Cypress Branch State Park is a public recreation area located on Catoctin Mountain in Frederick County, Maryland. The state park has scenic views of the Potomac River and offers trails for hiking, biking, horseback riding, and cross-country skiing. It is managed by the Maryland Department of Natural Resources. The park was developed during World War II as part of an effort to create jobs for veterans through the federal government’s New Deal agencies. Workers with the WPA and CCC created park facilities that were used until their disbandment in 1943.
In 1970, the National Park Service designated the site as a national historic landmark because of its significance. The state took charge of the property in 1976 when it purchased the land from Mrs. William H. Putch, who had inherited the estate after her husband died in 1969. The park officially opened under the name Fort Frederick State Park in 1981; however, locals continued to refer to it by its original name, Cypress Branch State Park, so it was renamed in 2020.

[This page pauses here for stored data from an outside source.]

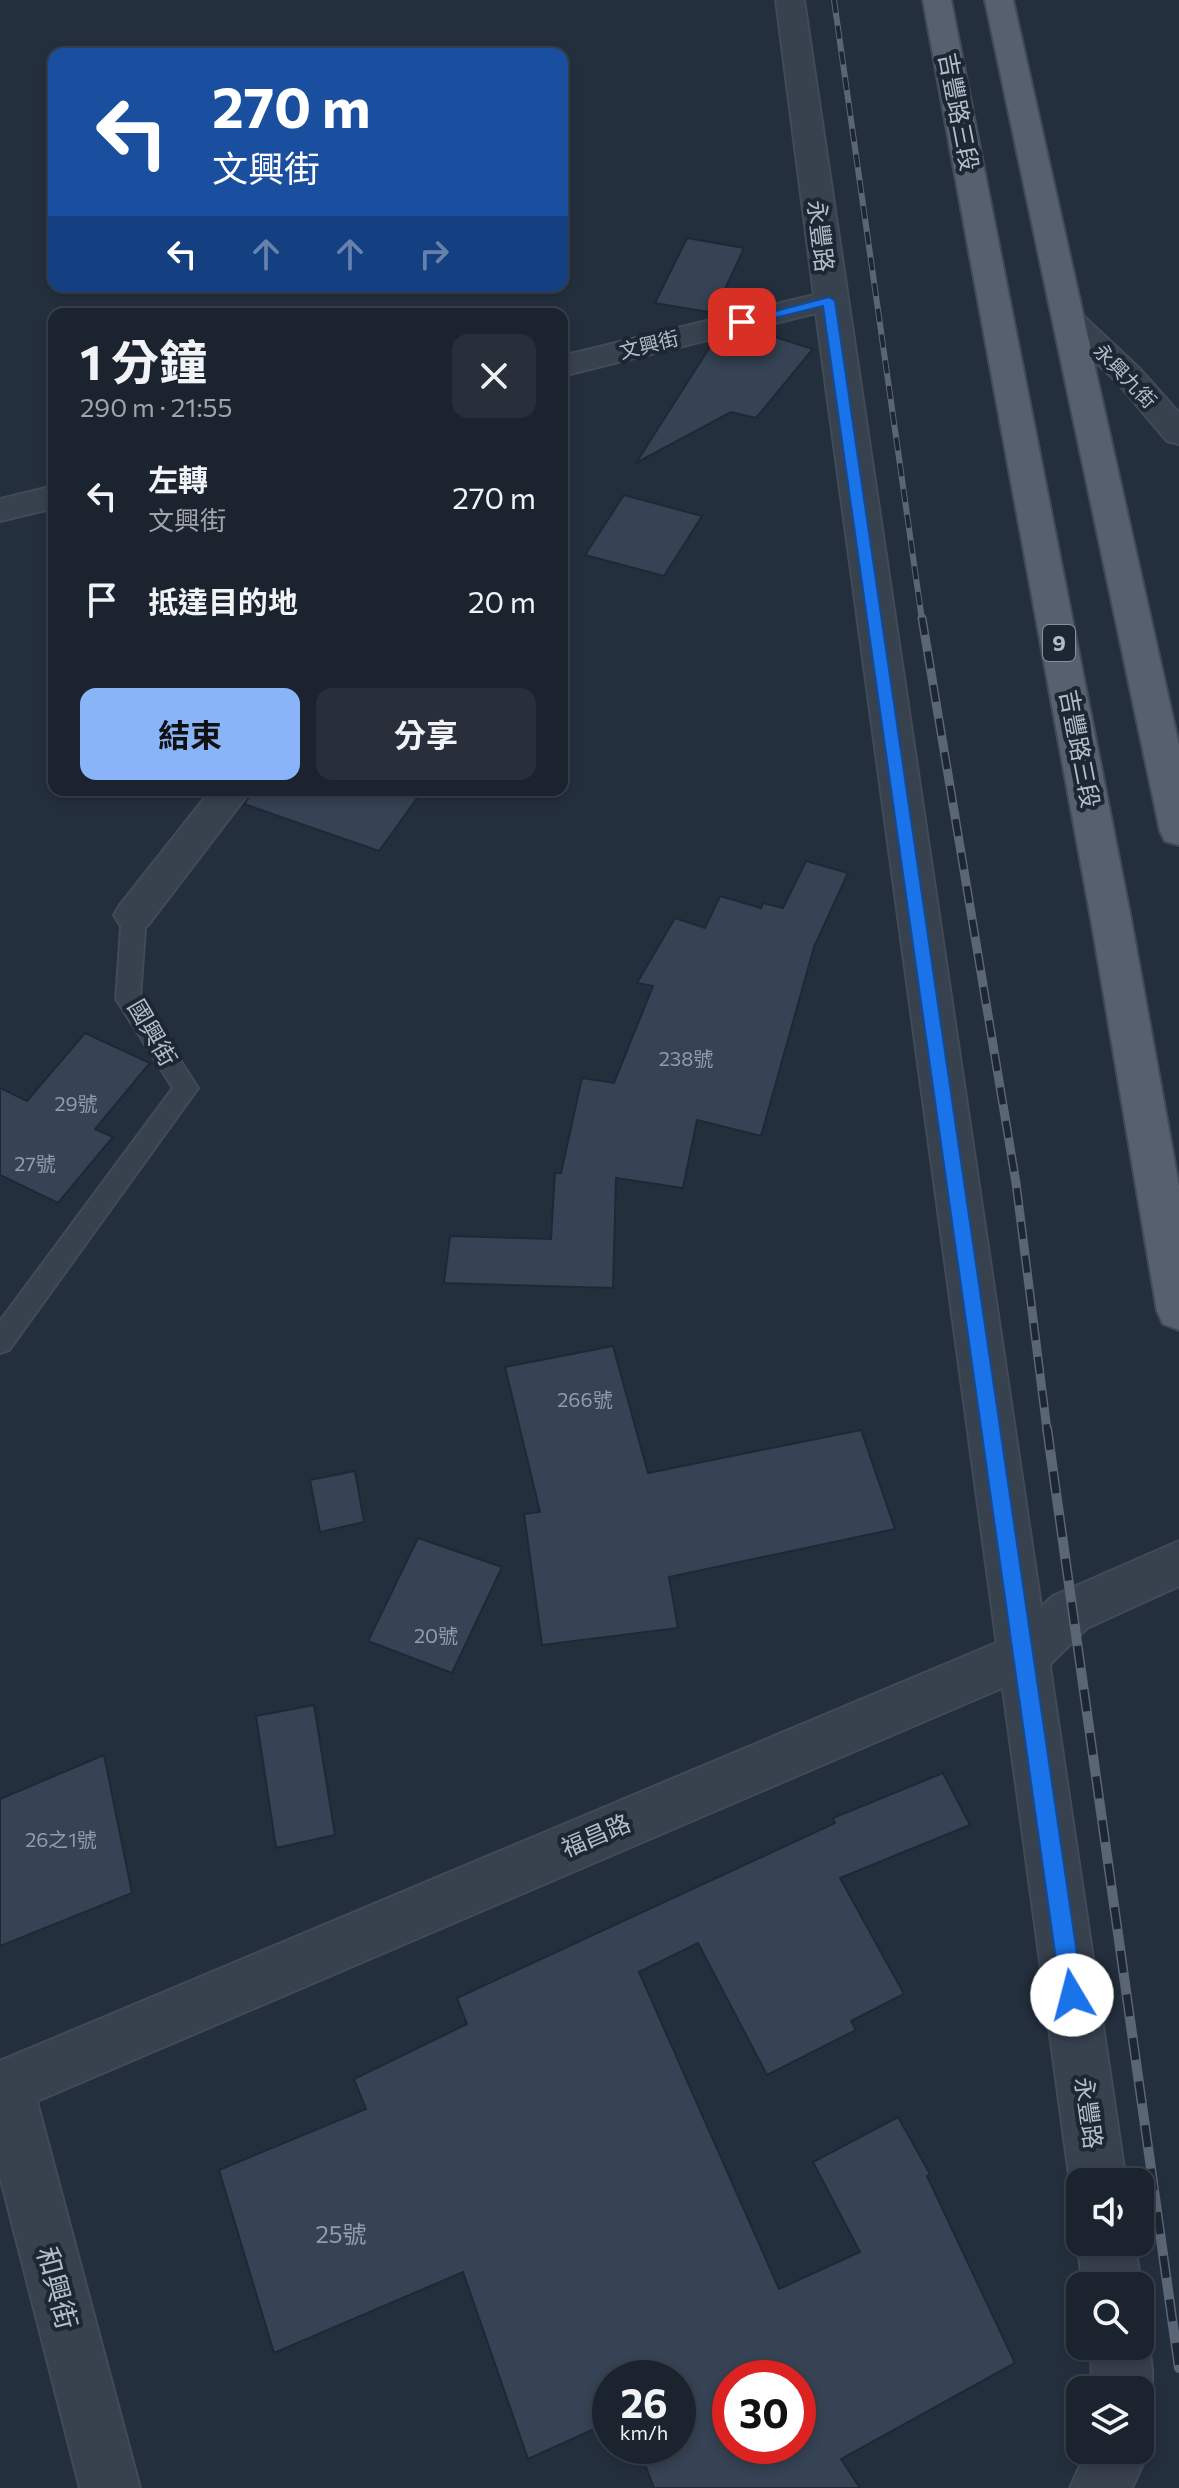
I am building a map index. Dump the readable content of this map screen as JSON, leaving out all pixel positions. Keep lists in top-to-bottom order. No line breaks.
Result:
{"streets":{"main road":["吉豐路三段","9"],"street":["永豐路","文興街","永興九街","國興街","福昌路","和興街"]},"crossings":[["永豐路","文興街"],["永豐路","福昌路"],["福昌路","和興街"]],"house_numbers":["238號","29號","27號","266號","20號","26之1號","25號"],"page":{"turn":["270 m","文興街"],"heading":["1 分鐘","290 m · 21:55"],"list":[{"name":"左轉","note":"文興街","value":"270 m"},{"name":"抵達目的地","value":"20 m"}],"buttons":["結束","分享"],"speed":"26 km/h","limit":"30"}}
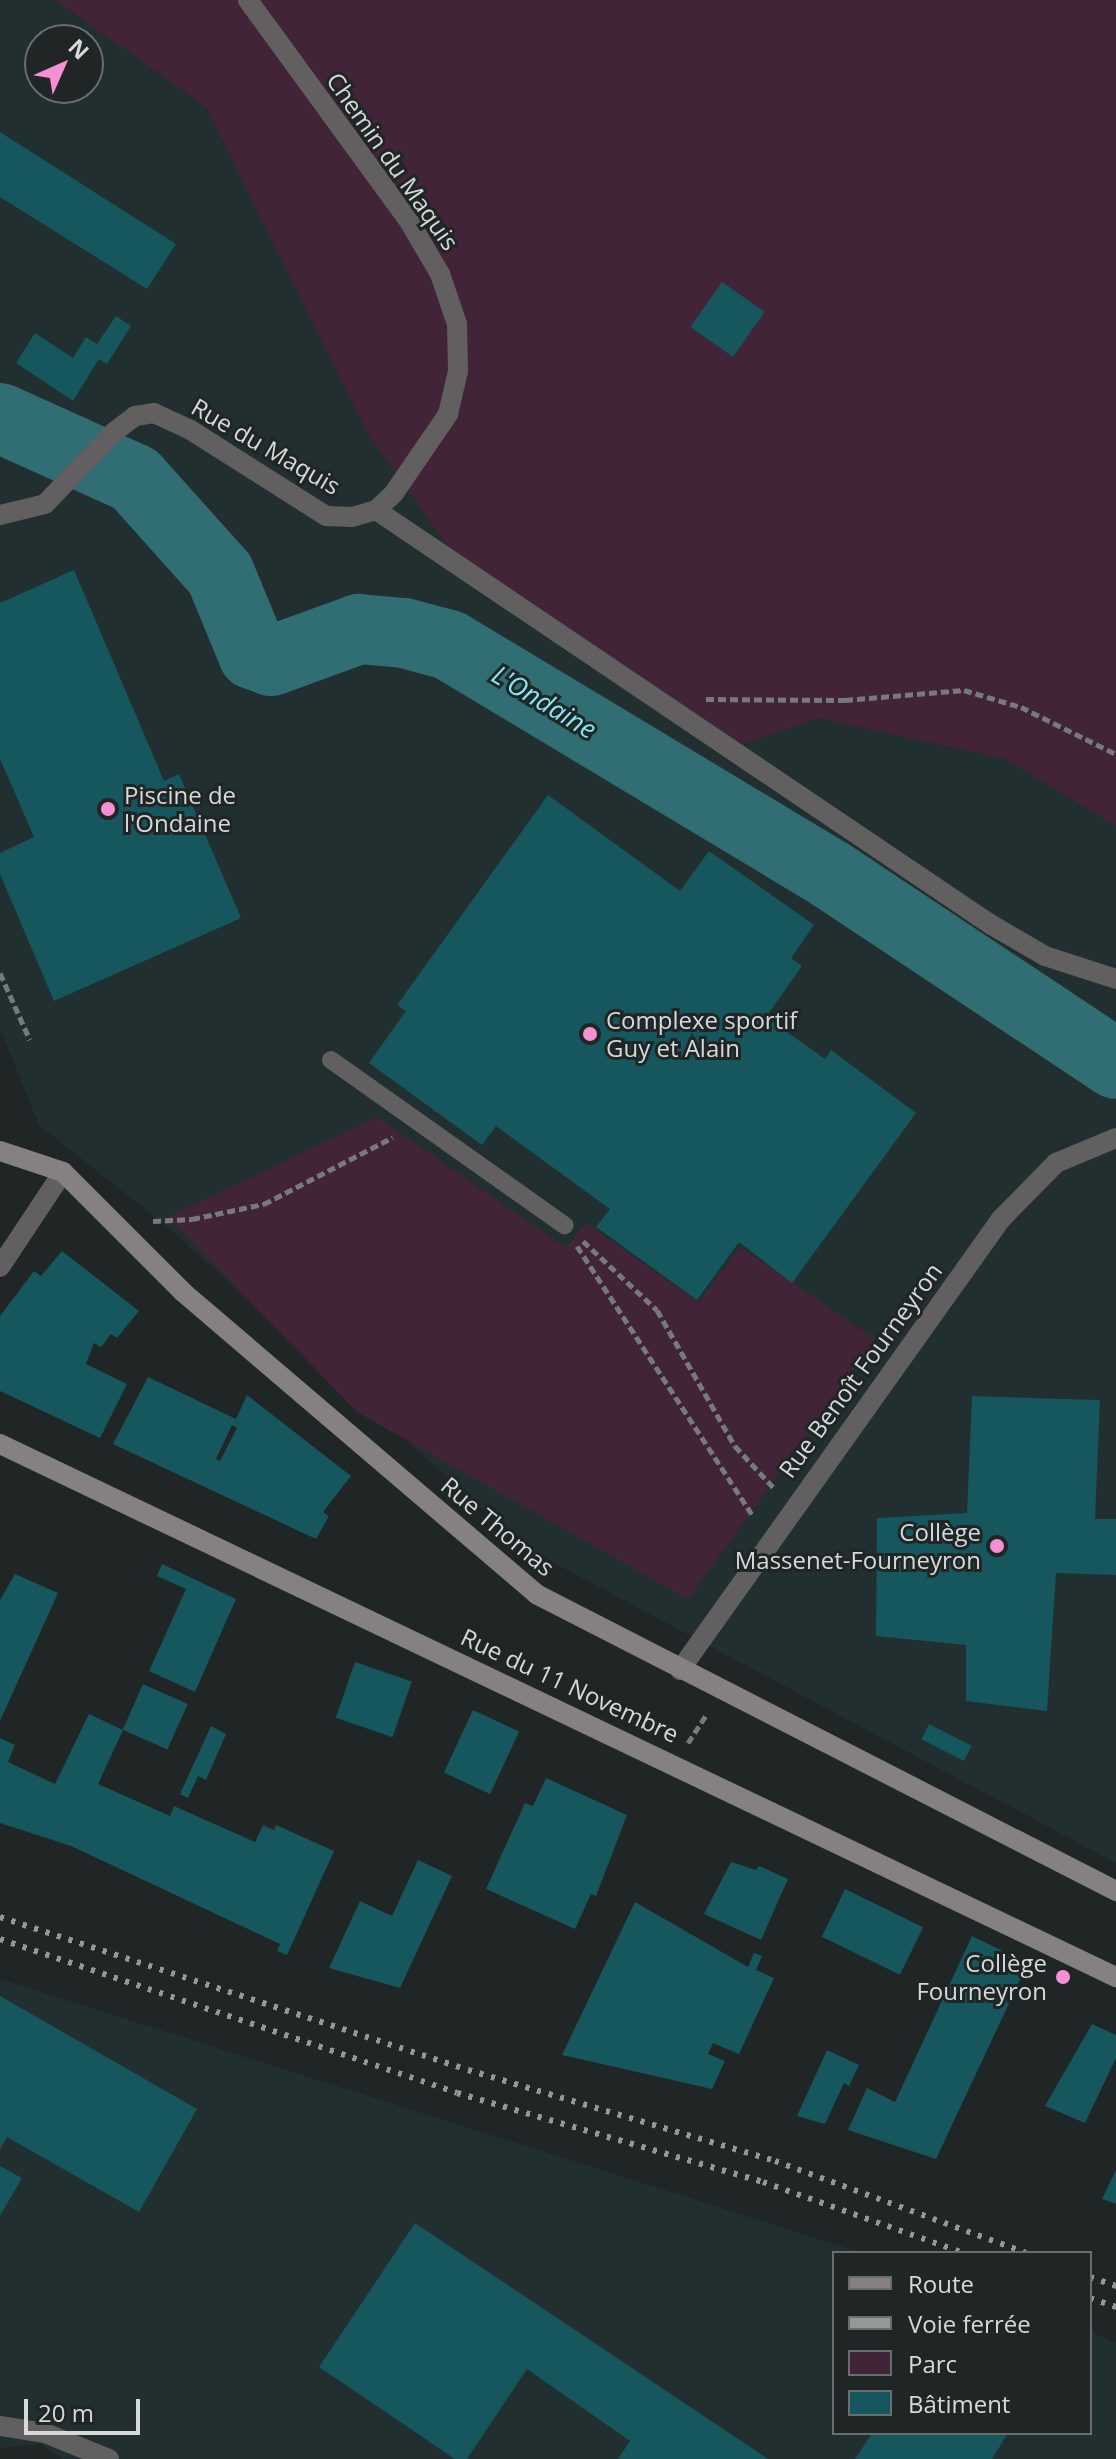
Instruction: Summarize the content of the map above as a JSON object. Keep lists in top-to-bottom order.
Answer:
{
  "streets": {
    "main road": ["Rue Thomas", "Rue du 11 Novembre"],
    "street": ["Chemin du Maquis", "Rue du Maquis", "Rue Benoît Fourneyron"]
  },
  "crossings": [
    ["Chemin du Maquis", "Rue du Maquis"],
    ["Rue Benoît Fourneyron", "Rue Thomas"]
  ],
  "water": ["L'Ondaine"],
  "places": [
    "Piscine de l'Ondaine",
    "Complexe sportif Guy et Alain",
    "Collège Massenet-Fourneyron",
    "Collège Fourneyron"
  ],
  "legend": [
    "Route",
    "Voie ferrée",
    "Parc",
    "Bâtiment"
  ],
  "scale_bar": "20 m",
  "north": "top right"
}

The park’s main feature is its forested valley which provides a setting for the Longwood Range of the University of Virginia. The park also features several waterfalls, including Lower Falls (the highest at 65 feet), Mill Falls, Upper Falls, Cascade Falls, and Devil’s Waterfall. Trails are provided for hikers, cyclists, horses, and skiers. There is a picnic area overlooking the river and three covered shelters. A boat launch allows access to the Potomac River.
The park is open year-round but unstaffed. Camping is allowed in specified areas and there is a cabin available to rent. Facilities include pit toilets and no drinking water. No swimming or fishing is permitted off the dock. Accessibility for the disabled was assessed by WestRock, Inc., and rated “accessible” by the standards of the Americans with Disabilities Act. No special accommodations are made for visitors with physical challenges. The park receives about 230,000 visitors annually.
In May 1942, more than 1,000 buildings were planned for construction in the Catoctin Mountain region, primarily residences for war workers. President Franklin D. Roosevelt authorized the project through his executive order # 8888 dated June 23, 1941. The Army Corps of Engineers set up the Designated Area Commission (DAC) headed by Major General George Moulton to plan the complex. The commission included architects, landscape architects, engineers, historians, archaeologists, and builders. Construction began in September 1944 with crews working around the clock.
Over 300 buildings were constructed in the next 18 months, many housing multiple families. At least one building was not completed until 1950. Most of these buildings have been demolished, although some remain standing as ruins. One of the few structures still standing is Building 1052, two stories tall with basement, built in 1947. This building became home to the park manager’s office until 1980, when it was abandoned except for occasional maintenance. Purchasing the property in 2000, the state decided to preserve this building as a historic structure and convert it into a museum and visitor center.